Exercise description - In the entries below, count each line holding the word "nowrap". Answer with the total alone.

Supplied records -
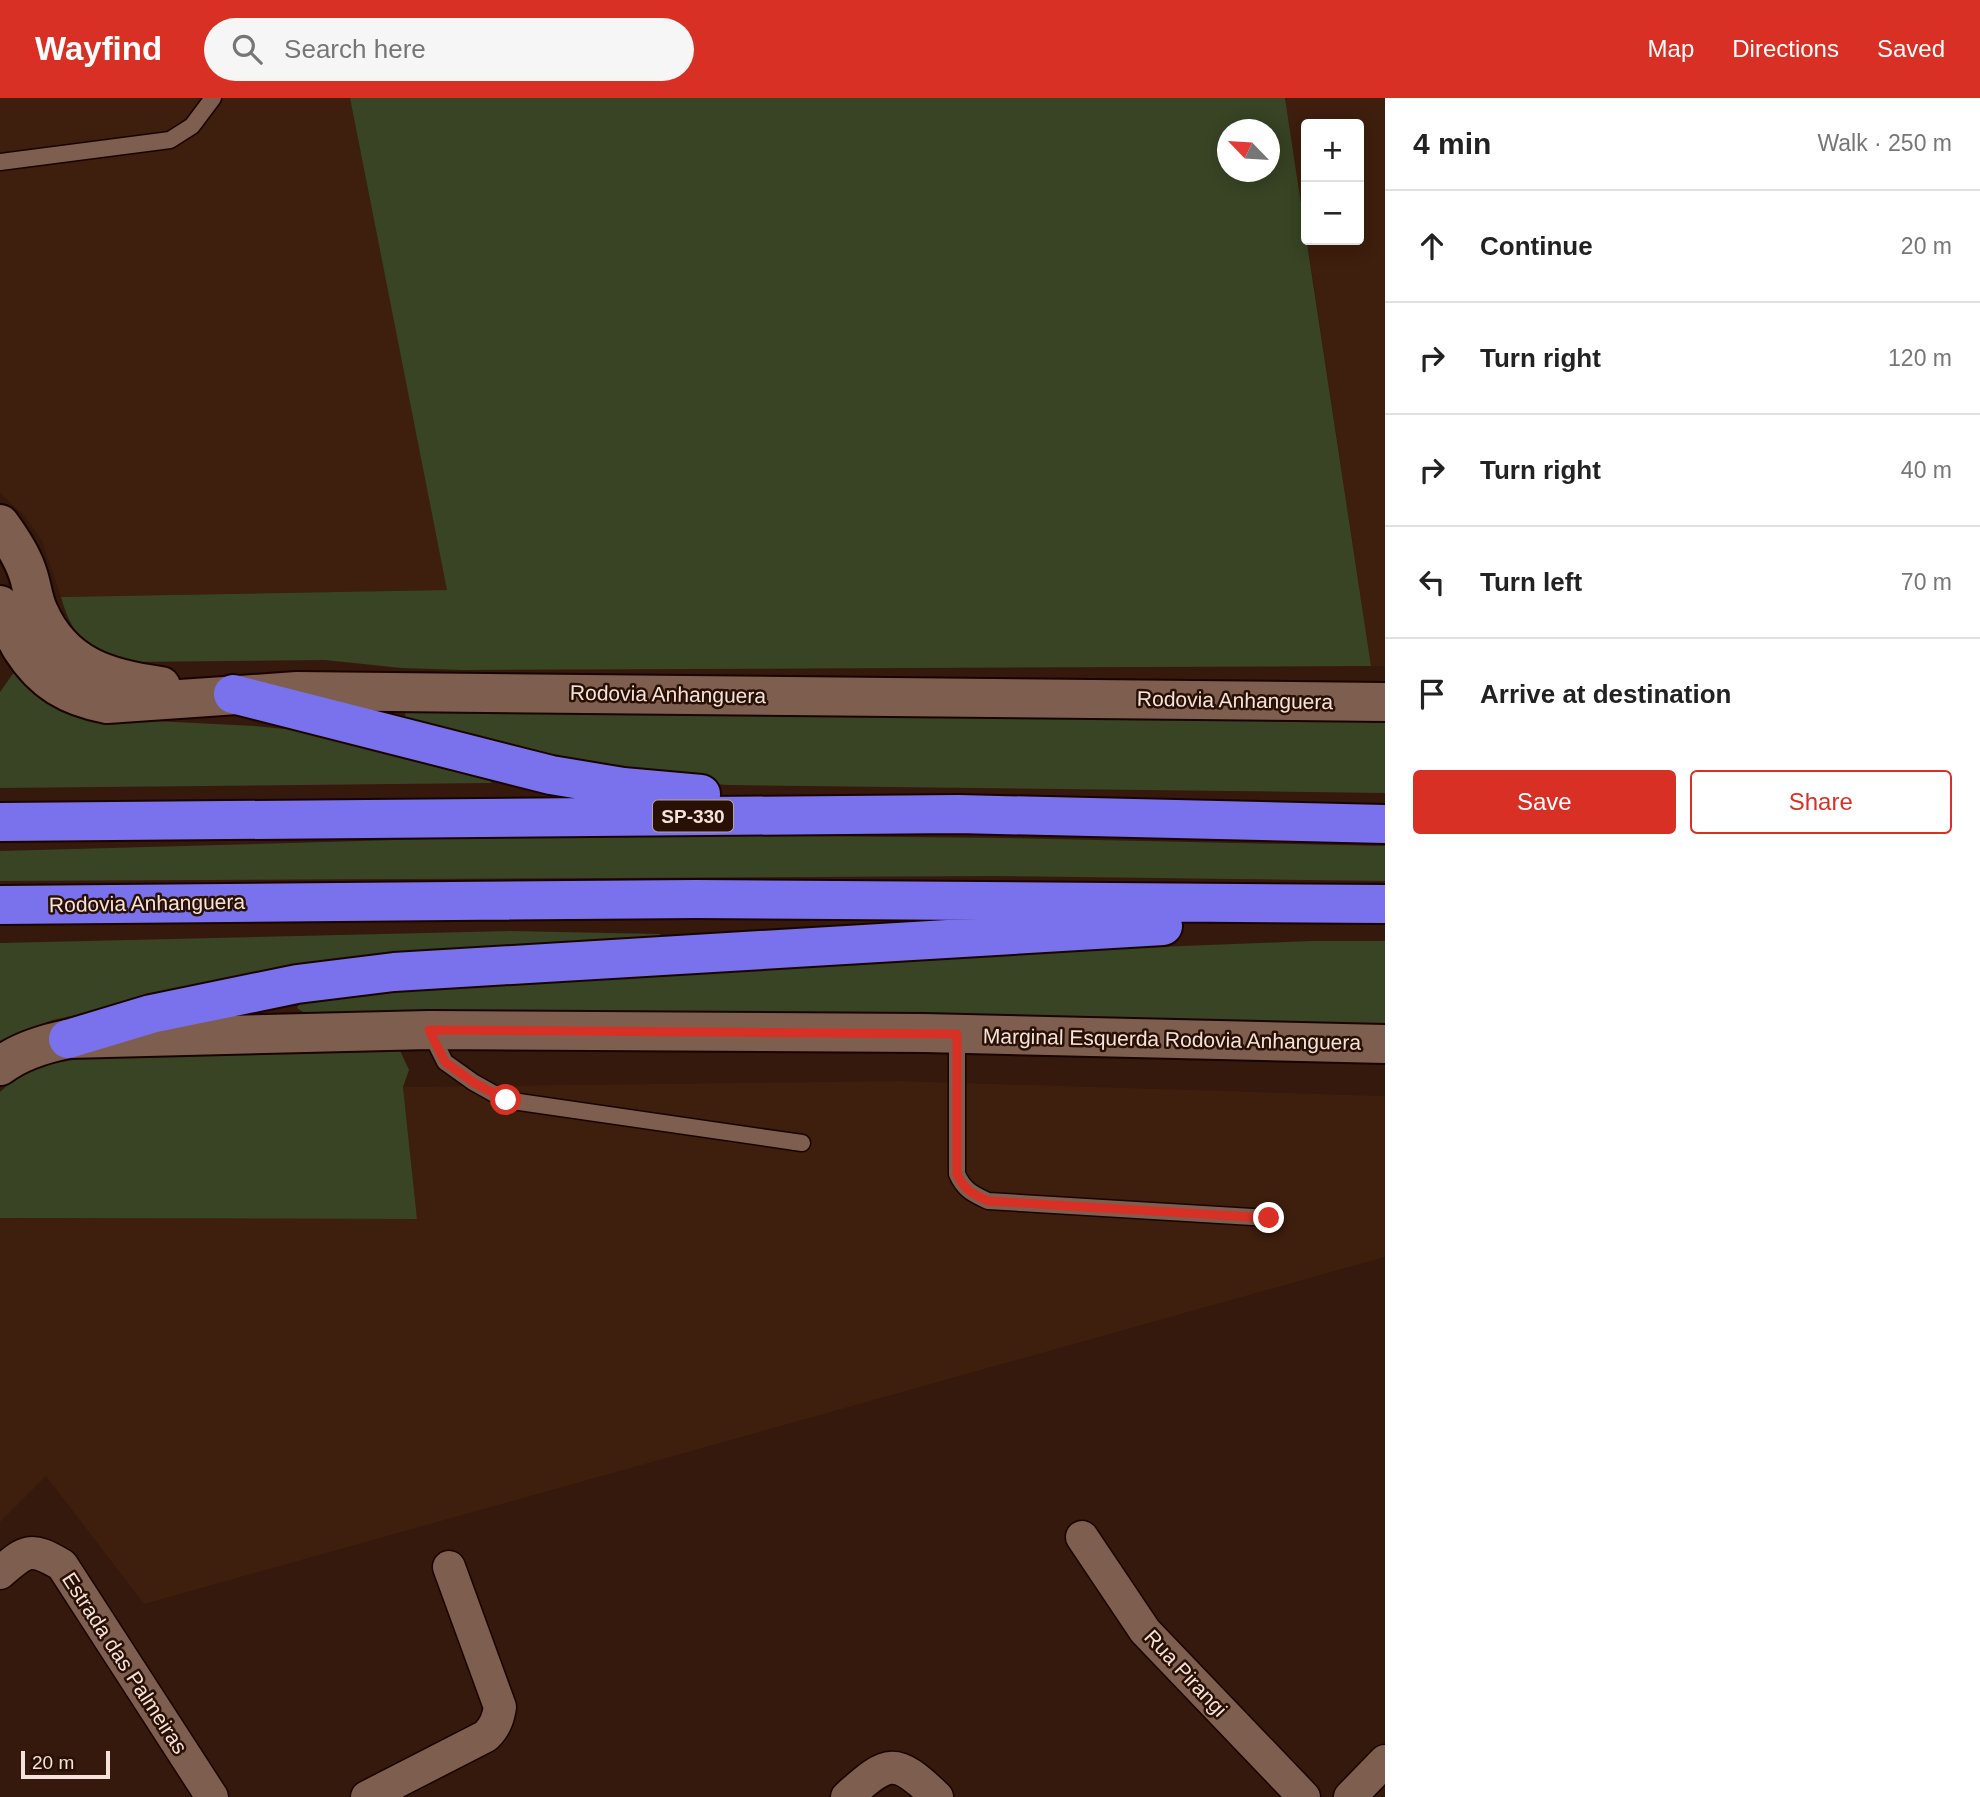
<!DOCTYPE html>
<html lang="en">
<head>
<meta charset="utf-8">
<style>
	body { margin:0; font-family:Arial,sans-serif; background:#f6f6f6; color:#222 }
	.controls { position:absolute; right:21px; top:21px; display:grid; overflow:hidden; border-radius:7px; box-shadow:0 4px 18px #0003 }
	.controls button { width:63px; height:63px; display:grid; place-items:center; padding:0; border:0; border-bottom:2px solid #e0e0e0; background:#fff; color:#222; font:35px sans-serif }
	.compass { position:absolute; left:1217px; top:21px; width:63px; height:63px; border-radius:50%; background:#fff; box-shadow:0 4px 18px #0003; rotate:295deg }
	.scale { position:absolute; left:21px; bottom:18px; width:89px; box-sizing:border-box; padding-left:7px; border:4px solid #f5e2da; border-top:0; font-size:19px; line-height:24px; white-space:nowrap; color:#f5e2da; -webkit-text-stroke:5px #291004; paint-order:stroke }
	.stop { position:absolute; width:21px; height:21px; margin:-16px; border:5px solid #d93025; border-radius:50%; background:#fff }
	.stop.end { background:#d93025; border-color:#fff; box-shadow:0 2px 7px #0008 }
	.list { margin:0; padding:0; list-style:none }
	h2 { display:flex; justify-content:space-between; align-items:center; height:91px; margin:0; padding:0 28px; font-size:30px }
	h2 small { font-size:23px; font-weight:400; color:#767676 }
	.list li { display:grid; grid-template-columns:46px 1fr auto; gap:21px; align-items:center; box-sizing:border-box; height:112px; padding:0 28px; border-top:2px solid #e0e0e0 }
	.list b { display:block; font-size:26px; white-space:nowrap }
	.list em { font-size:23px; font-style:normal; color:#767676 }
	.actions { display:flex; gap:14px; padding:21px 28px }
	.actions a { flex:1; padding:16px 0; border:2px solid #d93025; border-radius:7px; text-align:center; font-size:24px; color:#d93025 }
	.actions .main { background:#d93025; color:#fff }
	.icon { flex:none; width:38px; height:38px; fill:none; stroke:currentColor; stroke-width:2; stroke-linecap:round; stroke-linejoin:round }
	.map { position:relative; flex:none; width:1385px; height:1699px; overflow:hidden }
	header { display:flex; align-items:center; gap:42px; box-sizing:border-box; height:98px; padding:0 35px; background:#d93025; color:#fff }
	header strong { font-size:33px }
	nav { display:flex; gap:38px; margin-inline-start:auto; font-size:24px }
	.search { width:490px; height:63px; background:#f6f6f6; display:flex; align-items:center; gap:18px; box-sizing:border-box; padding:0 24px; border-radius:38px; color:#767676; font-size:26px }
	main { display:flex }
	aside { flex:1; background:#fff }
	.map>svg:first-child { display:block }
	.built { fill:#3e1e0d }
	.green { fill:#384424; fill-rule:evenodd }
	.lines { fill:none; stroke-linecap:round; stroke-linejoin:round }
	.service-casing { stroke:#1a0400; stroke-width:19 }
	.minor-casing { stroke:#1a0400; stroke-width:35 }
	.tertiary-casing { stroke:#1a0400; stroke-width:42 }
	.motorway-casing { stroke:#1a0400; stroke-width:42 }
	.service { stroke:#7e5e4f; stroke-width:16 }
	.minor { stroke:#7e5e4f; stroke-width:32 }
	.tertiary { stroke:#7e5e4f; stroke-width:38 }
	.motorway { stroke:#7a72ed; stroke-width:38 }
	.route { stroke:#d93025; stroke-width:9 }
	.labels { text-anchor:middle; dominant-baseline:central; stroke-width:5; stroke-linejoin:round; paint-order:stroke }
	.shield { fill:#291004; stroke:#b8a39a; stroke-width:2 }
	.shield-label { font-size:19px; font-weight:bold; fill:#f5e2da }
	.street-label { font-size:21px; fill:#f5e2da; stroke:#291004 }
</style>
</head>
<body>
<header>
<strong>Wayfind</strong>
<div class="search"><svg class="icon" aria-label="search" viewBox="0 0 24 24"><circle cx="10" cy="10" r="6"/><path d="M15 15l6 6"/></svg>Search here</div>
<nav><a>Map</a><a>Directions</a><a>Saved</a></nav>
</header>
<main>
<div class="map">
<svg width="1385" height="1699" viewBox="0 0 1385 1699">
	<rect width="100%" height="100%" fill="#34190c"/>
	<!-- built -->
	<path class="built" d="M0,0H350L448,492L61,499L42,443L24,417L0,395Z
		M1285,0H1385V568H1371L1307,142H1359V26H1306V138Z
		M899,983L1385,998V1159L144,1506L46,1378L0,1424V1120L417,1121L403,989Z"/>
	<!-- green -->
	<path class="green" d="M350,0H1285L1371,568L463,572L401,570L325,562L129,564C88,550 73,542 61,499L447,492ZM1227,32H1269V74H1227Z
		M17,570C41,602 55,613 95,620L255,628L305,633L484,678L492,685L0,690V594Z
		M406,613L1385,621V695L728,687L649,681L403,627Z
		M612,736L1003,740L1385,748V783L993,778L0,783V753Z
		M511,833L660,836L661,843L196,891L53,922L22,933L0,946V845Z
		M1313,843H1385V938L306,916L297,910L302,901C638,869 975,856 1313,843Z
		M397,946L409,972L403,989L417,1121L0,1120V994C27,968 49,966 85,960Z"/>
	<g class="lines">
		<defs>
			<path id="service" d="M0,64L170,42L192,28L213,0
				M430,934L445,964L473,984L505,1002L802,1045
				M957,936V1076C964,1092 973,1096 988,1103L1269,1120"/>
			<path id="minor" d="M1082,1439L1145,1533L1304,1699
				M0,1475C26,1452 30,1448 62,1467L212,1699
				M367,1699L486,1638C495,1629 498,1621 500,1609L449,1469
				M847,1699C889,1661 895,1659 937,1699
				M1350,1699L1385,1663"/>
			<path id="tertiary" d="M0,426C11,441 21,456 27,473C32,486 33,502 39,514C63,568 108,581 161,588
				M0,507C8,521 13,537 22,551C43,584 69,599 107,606L297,593L1385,604
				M0,968C20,953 43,946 68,941L429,932L924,935L1385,946"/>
			<path id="motorway" d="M233,596L551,677L623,689L701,696
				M0,724L958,716L1385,726
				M0,807L696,801L1385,806
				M68,941L151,916L297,886L394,874L1163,828"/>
		</defs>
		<!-- service casing -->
		<use href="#service" class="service-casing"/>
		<!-- minor casing -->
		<use href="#minor" class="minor-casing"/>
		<!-- tertiary casing -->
		<use href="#tertiary" class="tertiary-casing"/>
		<!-- motorway casing -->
		<use href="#motorway" class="motorway-casing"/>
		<!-- service -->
		<use href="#service" class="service"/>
		<!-- minor -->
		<use href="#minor" class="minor"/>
		<!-- tertiary -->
		<use href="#tertiary" class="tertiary"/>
		<!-- motorway -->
		<use href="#motorway" class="motorway"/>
	</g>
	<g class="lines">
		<!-- route -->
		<path class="route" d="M506,1002L473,984L445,964L429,932L957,936V1076C964,1092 973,1096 988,1103L1269,1120"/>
	</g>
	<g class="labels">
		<!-- shield labels -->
		<rect class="shield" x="653" y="702.5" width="80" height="31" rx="5"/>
		<g class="shield-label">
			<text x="693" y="718">SP-330</text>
		</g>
		<!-- street labels -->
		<g class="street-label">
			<text transform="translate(668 596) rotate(1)">Rodovia Anhanguera</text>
			<text transform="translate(1235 602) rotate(1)">Rodovia Anhanguera</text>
			<text transform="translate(147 805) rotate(-1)">Rodovia Anhanguera</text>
			<text transform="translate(1172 941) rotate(1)">Marginal Esquerda Rodovia Anhanguera</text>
			<text transform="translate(125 1565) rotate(57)">Estrada das Palmeiras</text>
			<text transform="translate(1186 1575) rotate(47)">Rua Pirangi</text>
		</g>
	</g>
</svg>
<div class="controls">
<button>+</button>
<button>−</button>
</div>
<svg class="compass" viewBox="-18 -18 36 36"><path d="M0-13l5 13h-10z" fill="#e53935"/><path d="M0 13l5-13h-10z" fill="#767676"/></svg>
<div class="scale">20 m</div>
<div class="stop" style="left:506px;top:1002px"></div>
<div class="stop end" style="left:1269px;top:1120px"></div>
</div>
<aside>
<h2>4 min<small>Walk · 250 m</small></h2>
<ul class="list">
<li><svg class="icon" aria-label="ahead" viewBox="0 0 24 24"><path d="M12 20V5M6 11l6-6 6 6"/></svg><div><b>Continue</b></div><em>20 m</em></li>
<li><svg class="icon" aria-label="right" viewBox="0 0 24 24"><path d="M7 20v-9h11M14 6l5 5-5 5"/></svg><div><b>Turn right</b></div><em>120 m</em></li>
<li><svg class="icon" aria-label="right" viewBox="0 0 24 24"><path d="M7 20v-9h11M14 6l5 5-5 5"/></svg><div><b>Turn right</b></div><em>40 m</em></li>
<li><svg class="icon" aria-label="left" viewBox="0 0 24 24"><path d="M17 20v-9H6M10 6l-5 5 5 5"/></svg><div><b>Turn left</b></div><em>70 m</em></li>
<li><svg class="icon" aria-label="arrive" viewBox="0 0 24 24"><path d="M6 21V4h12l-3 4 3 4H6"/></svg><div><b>Arrive at destination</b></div></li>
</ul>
<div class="actions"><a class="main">Save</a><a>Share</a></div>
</aside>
</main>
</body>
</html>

Result of this exercise - 2